**Your goal**
Pick each line containing "Τοσίτσα" out of the records.

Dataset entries
%%

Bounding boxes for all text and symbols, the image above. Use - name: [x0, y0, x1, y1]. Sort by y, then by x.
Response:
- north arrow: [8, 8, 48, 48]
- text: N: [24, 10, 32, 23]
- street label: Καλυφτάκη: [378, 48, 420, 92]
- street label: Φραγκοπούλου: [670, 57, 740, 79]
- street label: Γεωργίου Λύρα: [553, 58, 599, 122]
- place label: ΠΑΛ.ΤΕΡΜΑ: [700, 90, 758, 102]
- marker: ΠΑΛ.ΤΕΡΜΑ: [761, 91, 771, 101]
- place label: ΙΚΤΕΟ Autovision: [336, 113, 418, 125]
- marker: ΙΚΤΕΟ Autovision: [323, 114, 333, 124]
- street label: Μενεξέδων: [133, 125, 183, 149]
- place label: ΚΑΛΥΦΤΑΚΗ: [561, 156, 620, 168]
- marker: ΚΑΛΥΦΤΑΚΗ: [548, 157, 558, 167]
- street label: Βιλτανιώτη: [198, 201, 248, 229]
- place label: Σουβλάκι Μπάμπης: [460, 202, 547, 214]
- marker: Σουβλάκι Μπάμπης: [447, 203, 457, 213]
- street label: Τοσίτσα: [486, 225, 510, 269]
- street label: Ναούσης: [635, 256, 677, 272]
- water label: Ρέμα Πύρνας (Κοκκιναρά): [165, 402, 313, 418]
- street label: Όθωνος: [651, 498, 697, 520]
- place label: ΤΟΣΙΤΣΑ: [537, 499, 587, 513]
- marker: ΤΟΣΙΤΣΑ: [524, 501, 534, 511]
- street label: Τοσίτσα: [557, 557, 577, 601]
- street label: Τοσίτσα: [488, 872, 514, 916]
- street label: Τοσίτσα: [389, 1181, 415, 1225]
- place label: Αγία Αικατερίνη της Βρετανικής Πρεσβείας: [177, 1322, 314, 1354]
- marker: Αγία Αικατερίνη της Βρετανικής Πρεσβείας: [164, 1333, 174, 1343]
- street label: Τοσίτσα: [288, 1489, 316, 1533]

%%
%%

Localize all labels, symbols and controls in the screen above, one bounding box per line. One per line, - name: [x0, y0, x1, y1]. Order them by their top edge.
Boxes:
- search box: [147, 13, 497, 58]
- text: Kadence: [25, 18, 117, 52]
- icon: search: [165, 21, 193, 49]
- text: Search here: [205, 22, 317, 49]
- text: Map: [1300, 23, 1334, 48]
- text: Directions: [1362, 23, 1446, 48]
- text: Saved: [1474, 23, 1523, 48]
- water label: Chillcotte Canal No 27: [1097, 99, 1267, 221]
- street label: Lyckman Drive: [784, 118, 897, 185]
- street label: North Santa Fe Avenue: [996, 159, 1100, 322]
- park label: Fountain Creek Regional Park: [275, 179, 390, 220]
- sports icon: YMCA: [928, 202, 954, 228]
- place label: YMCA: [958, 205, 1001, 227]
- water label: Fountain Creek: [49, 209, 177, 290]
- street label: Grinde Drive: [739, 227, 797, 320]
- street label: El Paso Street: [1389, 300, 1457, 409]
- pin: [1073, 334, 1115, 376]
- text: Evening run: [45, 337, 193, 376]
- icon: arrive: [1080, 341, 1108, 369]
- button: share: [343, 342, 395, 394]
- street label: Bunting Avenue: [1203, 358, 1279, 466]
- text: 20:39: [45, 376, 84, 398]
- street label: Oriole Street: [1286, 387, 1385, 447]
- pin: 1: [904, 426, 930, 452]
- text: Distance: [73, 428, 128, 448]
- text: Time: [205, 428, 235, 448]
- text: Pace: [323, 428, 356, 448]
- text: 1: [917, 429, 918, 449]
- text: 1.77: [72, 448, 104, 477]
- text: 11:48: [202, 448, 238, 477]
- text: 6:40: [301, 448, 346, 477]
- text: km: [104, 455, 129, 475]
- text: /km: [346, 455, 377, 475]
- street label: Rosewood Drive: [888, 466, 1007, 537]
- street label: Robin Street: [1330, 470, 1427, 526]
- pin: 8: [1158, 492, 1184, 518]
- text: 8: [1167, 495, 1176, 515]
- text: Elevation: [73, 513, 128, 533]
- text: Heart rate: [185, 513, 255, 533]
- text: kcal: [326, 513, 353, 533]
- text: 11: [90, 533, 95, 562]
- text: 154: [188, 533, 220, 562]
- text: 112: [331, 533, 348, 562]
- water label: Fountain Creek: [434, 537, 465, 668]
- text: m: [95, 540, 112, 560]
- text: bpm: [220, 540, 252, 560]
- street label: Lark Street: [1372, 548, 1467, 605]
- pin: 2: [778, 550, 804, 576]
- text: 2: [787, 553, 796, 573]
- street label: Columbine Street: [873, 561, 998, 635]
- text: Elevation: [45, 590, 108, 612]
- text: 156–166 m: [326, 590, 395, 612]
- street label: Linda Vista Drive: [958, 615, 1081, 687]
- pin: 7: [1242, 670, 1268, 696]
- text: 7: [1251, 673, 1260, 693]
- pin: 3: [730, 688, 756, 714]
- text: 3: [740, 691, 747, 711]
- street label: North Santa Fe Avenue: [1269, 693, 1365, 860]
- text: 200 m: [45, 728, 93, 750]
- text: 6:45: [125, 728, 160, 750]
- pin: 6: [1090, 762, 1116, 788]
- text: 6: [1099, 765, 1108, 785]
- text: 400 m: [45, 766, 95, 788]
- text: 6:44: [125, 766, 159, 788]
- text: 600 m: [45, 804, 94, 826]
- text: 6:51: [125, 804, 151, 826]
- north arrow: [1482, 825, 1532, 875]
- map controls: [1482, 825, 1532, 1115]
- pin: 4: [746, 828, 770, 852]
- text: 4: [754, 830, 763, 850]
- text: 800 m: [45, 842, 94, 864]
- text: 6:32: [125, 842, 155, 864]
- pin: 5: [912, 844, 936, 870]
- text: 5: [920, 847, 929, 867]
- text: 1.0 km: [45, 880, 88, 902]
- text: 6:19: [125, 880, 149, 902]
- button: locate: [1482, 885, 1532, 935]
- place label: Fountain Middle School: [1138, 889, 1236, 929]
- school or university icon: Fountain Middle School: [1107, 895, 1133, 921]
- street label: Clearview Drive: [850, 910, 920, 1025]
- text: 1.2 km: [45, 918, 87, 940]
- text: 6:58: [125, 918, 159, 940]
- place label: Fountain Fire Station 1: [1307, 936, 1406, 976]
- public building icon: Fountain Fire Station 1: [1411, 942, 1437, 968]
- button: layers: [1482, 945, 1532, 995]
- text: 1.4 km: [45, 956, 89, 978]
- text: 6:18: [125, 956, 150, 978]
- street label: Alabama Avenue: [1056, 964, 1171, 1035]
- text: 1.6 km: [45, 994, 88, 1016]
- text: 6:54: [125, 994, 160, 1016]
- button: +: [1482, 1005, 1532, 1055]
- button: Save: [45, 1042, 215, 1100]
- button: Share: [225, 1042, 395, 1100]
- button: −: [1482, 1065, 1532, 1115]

%%
%%

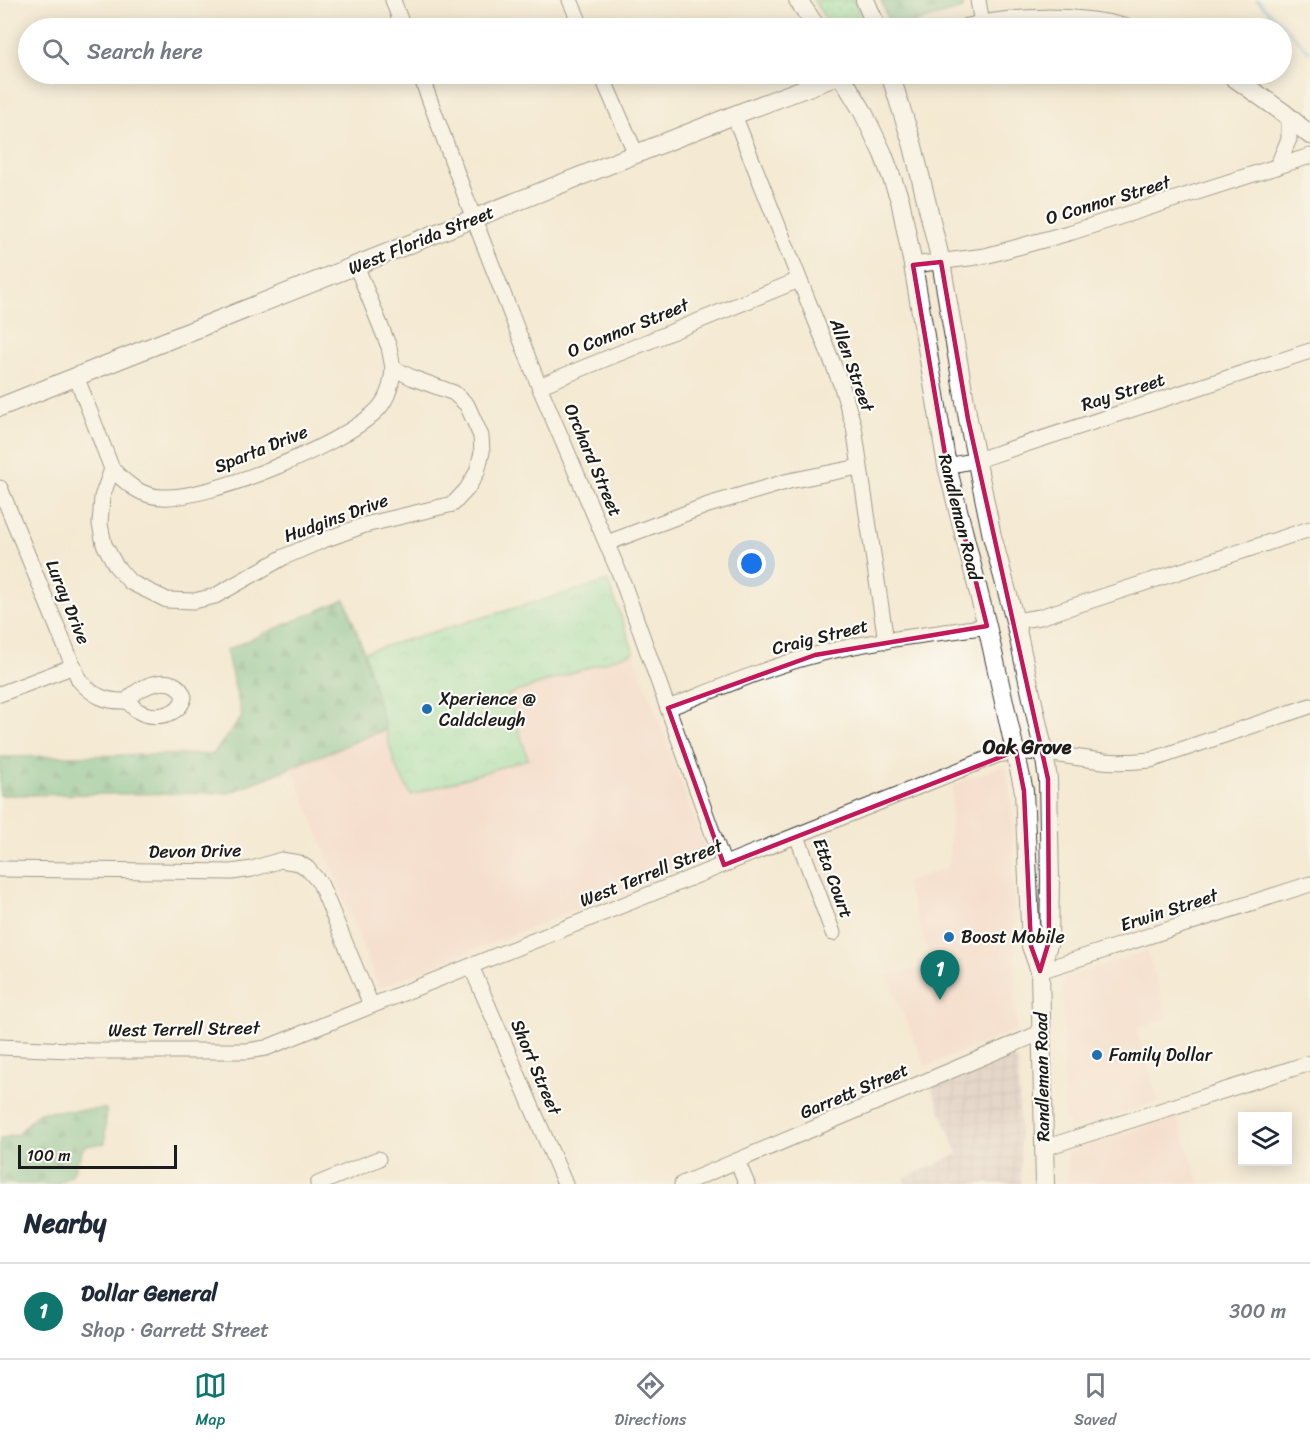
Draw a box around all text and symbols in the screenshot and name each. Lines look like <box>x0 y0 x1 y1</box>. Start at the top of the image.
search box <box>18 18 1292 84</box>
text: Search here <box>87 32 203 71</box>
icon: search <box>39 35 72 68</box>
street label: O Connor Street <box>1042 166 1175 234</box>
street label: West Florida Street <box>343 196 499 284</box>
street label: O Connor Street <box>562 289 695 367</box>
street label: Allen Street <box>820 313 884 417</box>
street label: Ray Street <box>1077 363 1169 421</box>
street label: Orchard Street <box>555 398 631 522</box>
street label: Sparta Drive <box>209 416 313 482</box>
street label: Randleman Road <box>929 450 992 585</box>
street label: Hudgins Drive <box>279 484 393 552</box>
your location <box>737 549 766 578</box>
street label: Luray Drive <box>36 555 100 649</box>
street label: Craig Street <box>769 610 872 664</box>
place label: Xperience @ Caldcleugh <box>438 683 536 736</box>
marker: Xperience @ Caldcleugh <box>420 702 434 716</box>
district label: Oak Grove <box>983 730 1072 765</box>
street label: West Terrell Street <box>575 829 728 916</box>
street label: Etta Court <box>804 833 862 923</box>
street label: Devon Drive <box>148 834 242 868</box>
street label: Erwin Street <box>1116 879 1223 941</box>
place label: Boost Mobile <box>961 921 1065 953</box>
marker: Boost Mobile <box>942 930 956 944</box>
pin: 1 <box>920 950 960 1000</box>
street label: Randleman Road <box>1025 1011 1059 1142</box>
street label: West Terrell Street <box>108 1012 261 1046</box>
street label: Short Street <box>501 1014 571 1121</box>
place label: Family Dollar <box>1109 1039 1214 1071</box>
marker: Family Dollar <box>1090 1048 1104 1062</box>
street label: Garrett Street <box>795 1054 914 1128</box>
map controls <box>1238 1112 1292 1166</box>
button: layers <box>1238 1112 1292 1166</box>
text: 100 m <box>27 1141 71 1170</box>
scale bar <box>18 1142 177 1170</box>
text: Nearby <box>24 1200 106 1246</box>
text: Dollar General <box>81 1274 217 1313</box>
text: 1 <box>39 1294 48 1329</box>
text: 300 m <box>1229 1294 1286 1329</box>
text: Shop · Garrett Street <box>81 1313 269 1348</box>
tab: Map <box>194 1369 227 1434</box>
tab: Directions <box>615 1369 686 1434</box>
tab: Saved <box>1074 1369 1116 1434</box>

%%

**Written answer**
- street label: Τοσίτσα: [486, 225, 510, 269]
- street label: Τοσίτσα: [557, 557, 577, 601]
- street label: Τοσίτσα: [488, 872, 514, 916]
- street label: Τοσίτσα: [389, 1181, 415, 1225]
- street label: Τοσίτσα: [288, 1489, 316, 1533]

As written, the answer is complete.